O Ministério Público solicitou efeito suspensivo a um recurso contra decisão do juiz da Central de Inquéritos de Teresina, que interrompeu as investigações e derrubou medidas cautelares impostas contra empresas investigadas.
Na decisão, o desembargador José Vidal entendeu que o juiz da Central de Inquéritos, responsável pelo trancamento do inquérito, já não tinha mais competência para deliberar sobre o caso. Isso porque, segundo o magistrado, já havia sido apresentada denúncia formal envolvendo os mesmos fatos e investigados, o que, conforme entendimento consolidado do Supremo Tribunal Federal, transfere a análise do processo para a fase de instrução e julgamento.
Com esse fundamento, foi reconhecida a nulidade da decisão que havia encerrado o inquérito. O desembargador também destacou o risco de prejuízo à investigação, especialmente diante da revogação de medidas como bloqueio de bens, suspensão de atividades empresariais e interdição de estabelecimentos.

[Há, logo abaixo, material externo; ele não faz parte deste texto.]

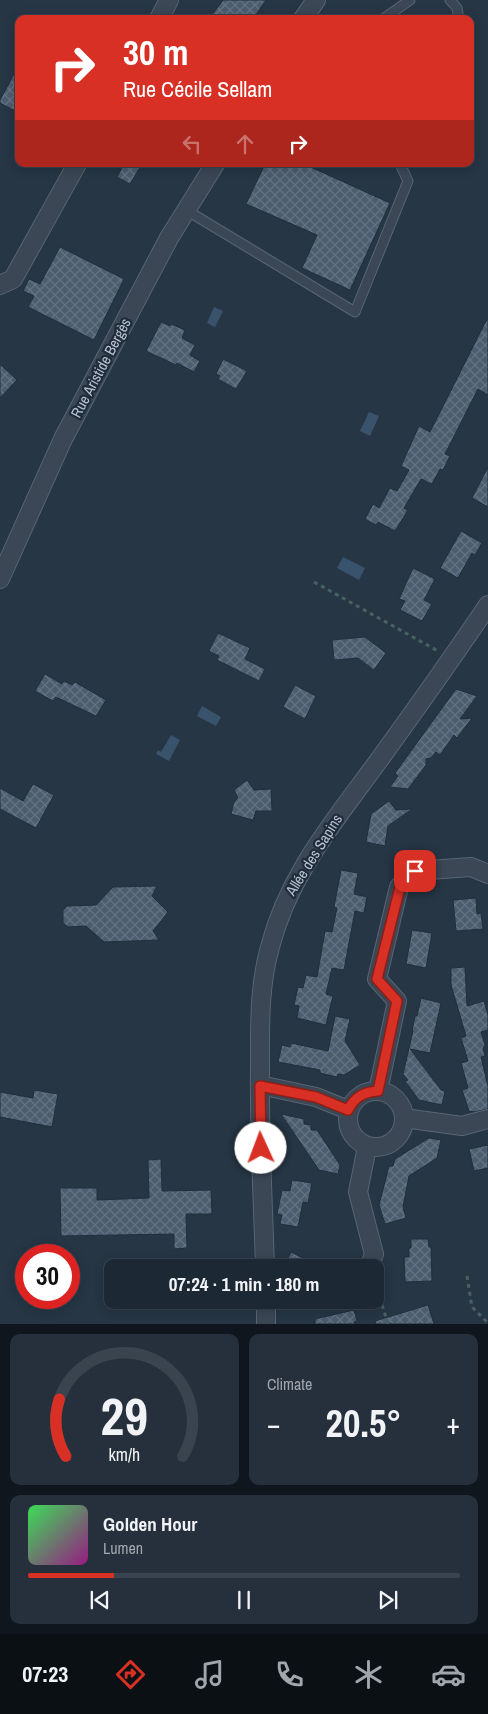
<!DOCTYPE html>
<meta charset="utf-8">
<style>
body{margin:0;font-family:"Archivo Narrow",sans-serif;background:#25303c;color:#f1f3f6;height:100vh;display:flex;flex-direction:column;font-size:19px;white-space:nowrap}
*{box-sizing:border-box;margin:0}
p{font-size:16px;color:#a0a6ac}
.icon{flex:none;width:28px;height:28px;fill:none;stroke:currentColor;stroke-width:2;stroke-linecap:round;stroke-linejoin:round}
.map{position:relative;height:1324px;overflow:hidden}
.panel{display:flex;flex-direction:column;gap:10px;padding:10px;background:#0f161d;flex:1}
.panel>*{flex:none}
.guide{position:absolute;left:15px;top:15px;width:459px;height:152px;border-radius:10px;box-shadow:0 2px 12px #0003,0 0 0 1px #3a444f;background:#d93025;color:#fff;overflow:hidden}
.speed{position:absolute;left:15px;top:1244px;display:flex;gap:10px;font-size:25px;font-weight:700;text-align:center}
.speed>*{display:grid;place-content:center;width:65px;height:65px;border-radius:50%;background:#1c2834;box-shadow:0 2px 12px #0003,0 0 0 1px #3a444f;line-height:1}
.speed .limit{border:8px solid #d22;background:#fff;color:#111}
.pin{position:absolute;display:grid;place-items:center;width:42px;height:42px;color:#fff;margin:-21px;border-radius:10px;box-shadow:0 2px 8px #0006}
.me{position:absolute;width:55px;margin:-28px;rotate:358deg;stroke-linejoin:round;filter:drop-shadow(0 0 4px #0008)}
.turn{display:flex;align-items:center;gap:18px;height:105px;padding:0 25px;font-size:22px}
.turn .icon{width:65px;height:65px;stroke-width:2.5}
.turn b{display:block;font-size:35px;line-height:42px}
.lanes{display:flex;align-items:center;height:48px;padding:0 25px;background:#0003;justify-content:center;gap:25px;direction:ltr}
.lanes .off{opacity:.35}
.big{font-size:38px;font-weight:700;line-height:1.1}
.panel .widget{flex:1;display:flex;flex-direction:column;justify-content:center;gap:8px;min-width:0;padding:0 18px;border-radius:10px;background:#25303c}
.panel .dial{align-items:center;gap:0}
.dial svg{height:130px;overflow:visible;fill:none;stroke:#3a444f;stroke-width:7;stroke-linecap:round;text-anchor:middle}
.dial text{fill:#f1f3f6;stroke:none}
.song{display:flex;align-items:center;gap:15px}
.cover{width:60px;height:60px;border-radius:8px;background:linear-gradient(135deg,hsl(130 70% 55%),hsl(310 70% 35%))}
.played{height:5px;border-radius:2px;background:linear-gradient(90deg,#d93025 20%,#3a444f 20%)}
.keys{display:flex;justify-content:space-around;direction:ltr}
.heat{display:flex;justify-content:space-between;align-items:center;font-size:28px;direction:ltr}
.panel .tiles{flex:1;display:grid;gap:10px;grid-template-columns:1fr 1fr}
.widget:last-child{grid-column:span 2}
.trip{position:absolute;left:104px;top:1259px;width:280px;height:50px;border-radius:10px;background:#1c2834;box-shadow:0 2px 12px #0003,0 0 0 1px #3a444f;font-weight:700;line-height:50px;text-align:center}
.menu{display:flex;height:80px;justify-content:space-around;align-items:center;background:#0b1015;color:#a0a6ac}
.menu .icon{width:35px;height:35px}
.menu .active{color:#d93025}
.menu b{font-size:22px;color:#f1f3f6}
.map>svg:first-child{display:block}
</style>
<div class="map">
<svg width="488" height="1324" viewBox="0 0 488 1324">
<defs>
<pattern id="building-cross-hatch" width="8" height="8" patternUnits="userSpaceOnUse" patternTransform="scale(1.25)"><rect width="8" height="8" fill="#4c5d6f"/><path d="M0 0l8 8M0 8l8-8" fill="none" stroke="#647382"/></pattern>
</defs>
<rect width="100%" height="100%" fill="#263645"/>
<path fill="#39536d" d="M214,307L223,311L215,327L207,323Z
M369,412L379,416L370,436L360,431Z
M343,557L365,568L359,580L337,568Z
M202,706L221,717L216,726L197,716Z
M171,735L180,740L169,761L156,754L158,750L161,752Z"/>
<path fill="url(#building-cross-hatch)" stroke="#212e3c" d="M223,0H266L253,19H209Z
M19,65V113L0,103V100Z
M124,164H142L130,184L117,177Z
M265,164H304L390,203L350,290L302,268L317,235L246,204Z
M60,247L124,279L94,340L28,307L34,296L23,291L29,279L40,284Z
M488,317V395L478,389L445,454L450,456L443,470L440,469L432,484L421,479L404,508L408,510L395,531L378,522L376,525L365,519L373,504L379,508L390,488L397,491L409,470L401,466L419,426L430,432Z
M161,322L170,326L171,324L185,330L182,338L195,345L190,355L200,361L194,372L177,363L176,365L146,351Z
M223,359L247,371L236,389L218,379L220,376L216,374Z
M0,364L17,380L0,398Z
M488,467V507L472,498Z
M461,531L482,543L475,555L472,553L458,578L440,568Z
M413,568L435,579L424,600L432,604L422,621L400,610L405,601L399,599Z
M218,633L250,648L245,659L265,669L259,681L217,660L219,656L209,651Z
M365,637L386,653L374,670L358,658L334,660L332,640Z
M45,674L62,684L64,681L72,685L75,682L106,700L96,716L56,697L53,701L35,691Z
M295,685L316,696L305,719L283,707Z
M456,689L477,696L460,719L472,718L457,738L454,735L440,755L436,752L431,758L426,759V765L408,789L390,787L398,776L395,773Z
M247,780L254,790L271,789L272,811H256L253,820L231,814L234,802L238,798L234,790Z
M33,784L54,795L36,828L0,809V788L23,801Z
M389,801L396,810L412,809L388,826L385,846L366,842L371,814Z
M341,870L358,873L354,894L367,897L364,913L355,911L344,970L332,968L326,994L333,996L326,1025L297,1018L299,1006L294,1005L298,987L303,988L306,975L317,977L325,931L332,932L337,908L334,907Z
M157,886L152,896L168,912L153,931L159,940L104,942L86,926L68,927L63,923V910L67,906L96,905L113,887Z
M476,898L477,914L481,913L483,929L456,931L453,900Z
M412,930L432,933L426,968L406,964Z
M465,967L467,1006L484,1001L488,1015V1030L481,1032L485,1045L483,1048L485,1056L481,1057L488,1086V1109L474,1112L469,1111L462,1090L468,1088L461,1063L468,1061L461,1038L466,1036L451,985V968Z
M421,998L441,1003L430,1053L410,1049L441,1090L445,1091L442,1105L419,1100L405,1081L408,1080L403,1074L413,1031H412L415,1016H417Z
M335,1016L350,1019L345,1041L360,1065L344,1075L338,1074L337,1077L320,1073V1070L278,1062L282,1045L290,1047L291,1043L328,1051Z
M34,1090L58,1094L52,1127L0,1117V1092L33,1098Z
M281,1114L304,1119V1124L311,1125V1130H317L340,1165L338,1174L319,1170Z
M429,1138L441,1140L437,1158L409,1176L403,1207L406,1218L385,1224L379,1205L389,1166H393L395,1159Z
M488,1145V1168L474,1171L469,1149Z
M161,1159L162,1191L211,1190L212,1214H186L187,1248L174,1249V1234L61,1236L60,1188H97V1200L149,1198L148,1160Z
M292,1180L312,1183L308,1203L303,1202L298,1227L280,1224L282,1215L277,1214L282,1190L290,1191Z
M411,1239H428L429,1247H431L432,1281L405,1282L404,1257H409V1248H411Z
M291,1252L323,1268H283Z
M428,1305L434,1324H376L375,1321Z
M354,1310L357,1321L354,1322L355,1324H315V1319Z"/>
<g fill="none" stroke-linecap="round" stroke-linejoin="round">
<g stroke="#596572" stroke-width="11">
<path id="service" d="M450,0L457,8L459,19
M383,19L410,0
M186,210L355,312L408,181L400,164"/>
</g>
<g stroke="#596572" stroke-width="20">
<path id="minor" d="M159,19L169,0
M303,19L316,0
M0,285L13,279L77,164
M0,579L63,439L169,238L215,164
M260,1085L316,1097L348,1110
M348 1119a28 28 0 1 1 56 0a28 28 0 1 1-56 0Z
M378,1091L397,1001L377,979L399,887L415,871L471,867L488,874
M404,1118L462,1126L488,1119
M367,1147L358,1192L374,1254L369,1268
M265,1268C263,1200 259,1132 260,1064C260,1024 259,986 270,947C289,873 335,821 379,760C416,709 453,657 488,605
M266,1300V1324"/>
</g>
<path stroke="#476262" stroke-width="3" stroke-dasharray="4 4" stroke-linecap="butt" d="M314,582L438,651
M467,1276L472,1307L488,1323
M375,1282L388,1324"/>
<use href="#service" stroke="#3b4755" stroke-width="9"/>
<use href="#minor" stroke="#3b4755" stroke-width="18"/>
</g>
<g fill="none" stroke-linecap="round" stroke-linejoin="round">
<g stroke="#8d1f18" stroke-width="12">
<path id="route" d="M261,1148L260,1086L316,1097L348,1110C355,1097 363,1092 378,1091L397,1001L377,979L400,887L415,871"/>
</g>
<use href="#route" stroke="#d93025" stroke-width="9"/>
</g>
<g text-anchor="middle" stroke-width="4.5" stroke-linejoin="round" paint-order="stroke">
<g font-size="15" fill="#b8c2ce" stroke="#1f2c3a">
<text transform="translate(101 368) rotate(-62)" y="5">Rue Aristide Bergès</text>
<text transform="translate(314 855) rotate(-58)" y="5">Allée des Sapins</text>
</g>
</g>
</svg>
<div class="speed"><div class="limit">30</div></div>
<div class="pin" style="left:415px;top:871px;background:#d93025"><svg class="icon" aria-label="arrive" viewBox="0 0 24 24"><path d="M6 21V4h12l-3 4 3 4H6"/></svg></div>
<svg class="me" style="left:261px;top:1148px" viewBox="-20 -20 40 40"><circle r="19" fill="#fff"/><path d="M0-13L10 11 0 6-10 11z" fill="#d93025"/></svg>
<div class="trip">07:24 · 1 min · 180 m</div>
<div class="guide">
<div class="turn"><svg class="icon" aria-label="right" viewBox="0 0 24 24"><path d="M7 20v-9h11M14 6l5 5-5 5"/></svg><div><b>30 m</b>Rue Cécile Sellam</div></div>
<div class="lanes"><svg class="icon off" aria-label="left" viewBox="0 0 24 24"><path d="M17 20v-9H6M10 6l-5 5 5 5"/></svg><svg class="icon off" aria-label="ahead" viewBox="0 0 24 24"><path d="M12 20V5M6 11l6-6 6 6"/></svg><svg class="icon" aria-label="right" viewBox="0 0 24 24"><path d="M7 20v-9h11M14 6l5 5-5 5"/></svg></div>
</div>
</div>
<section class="panel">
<div class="tiles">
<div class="widget dial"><svg viewBox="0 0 100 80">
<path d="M14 69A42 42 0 1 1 86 69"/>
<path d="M14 69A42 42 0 0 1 10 34" stroke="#d93025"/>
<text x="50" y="56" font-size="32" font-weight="700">29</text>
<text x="50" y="72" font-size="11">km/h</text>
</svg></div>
<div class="widget"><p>Climate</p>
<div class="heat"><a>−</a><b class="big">20.5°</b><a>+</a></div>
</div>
<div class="widget">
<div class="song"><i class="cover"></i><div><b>Golden Hour</b><p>Lumen</p></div></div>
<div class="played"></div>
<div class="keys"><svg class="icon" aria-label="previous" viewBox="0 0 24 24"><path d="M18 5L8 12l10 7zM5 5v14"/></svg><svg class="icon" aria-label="pause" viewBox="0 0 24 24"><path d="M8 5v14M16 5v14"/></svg><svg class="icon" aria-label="next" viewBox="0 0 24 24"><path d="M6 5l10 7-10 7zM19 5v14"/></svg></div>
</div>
</div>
</section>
<nav class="menu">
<b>07:23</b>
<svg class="icon active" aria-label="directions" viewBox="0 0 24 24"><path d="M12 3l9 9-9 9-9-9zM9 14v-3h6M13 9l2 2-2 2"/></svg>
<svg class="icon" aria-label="music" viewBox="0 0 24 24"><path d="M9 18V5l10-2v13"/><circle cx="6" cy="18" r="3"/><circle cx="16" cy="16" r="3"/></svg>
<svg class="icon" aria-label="phone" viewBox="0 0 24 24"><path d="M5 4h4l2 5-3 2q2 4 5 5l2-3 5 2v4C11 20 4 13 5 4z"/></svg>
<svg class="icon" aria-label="climate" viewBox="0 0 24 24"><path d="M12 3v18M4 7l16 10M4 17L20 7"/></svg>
<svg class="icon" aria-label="car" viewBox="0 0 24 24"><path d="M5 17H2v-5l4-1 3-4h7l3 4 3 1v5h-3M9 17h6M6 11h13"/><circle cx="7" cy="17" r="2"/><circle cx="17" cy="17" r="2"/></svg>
</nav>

Diante disso, foi concedida liminar suspendendo os efeitos da decisão anterior e determinando a retomada imediata das medidas cautelares. Além disso, o processo foi redistribuído para a Vara de Delitos de Organização Criminosa de Teresina, que passará a conduzir a análise do caso.
Entenda o caso
No início de abril, o juiz da Central de Inquéritos do Tribunal de Justiça do Piauí, Valdemir Ferreira Santos, determinou o arquivamento de um inquérito que investigava os empresários Haran Santhiago Girão Sampaio e Danillo Coelho de Sousa, ligados à rede de Postos HD. Eles são suspeitos de participação em um esquema de lavagem de dinheiro com possível ligação ao Primeiro Comando da Capital.
A decisão atendeu a um pedido da defesa e apontou supostas irregularidades na obtenção de provas, incluindo o compartilhamento de relatórios financeiros sem autorização judicial prévia. O magistrado também mencionou entendimento do ministro Alexandre de Moraes sobre limites no uso de dados do Conselho de Controle de Atividades Financeiras (Coaf).
Com a nova decisão do tribunal, a investigação volta a avançar, e as medidas restritivas contra os investigados permanecem em vigor enquanto o caso segue sob análise da Justiça.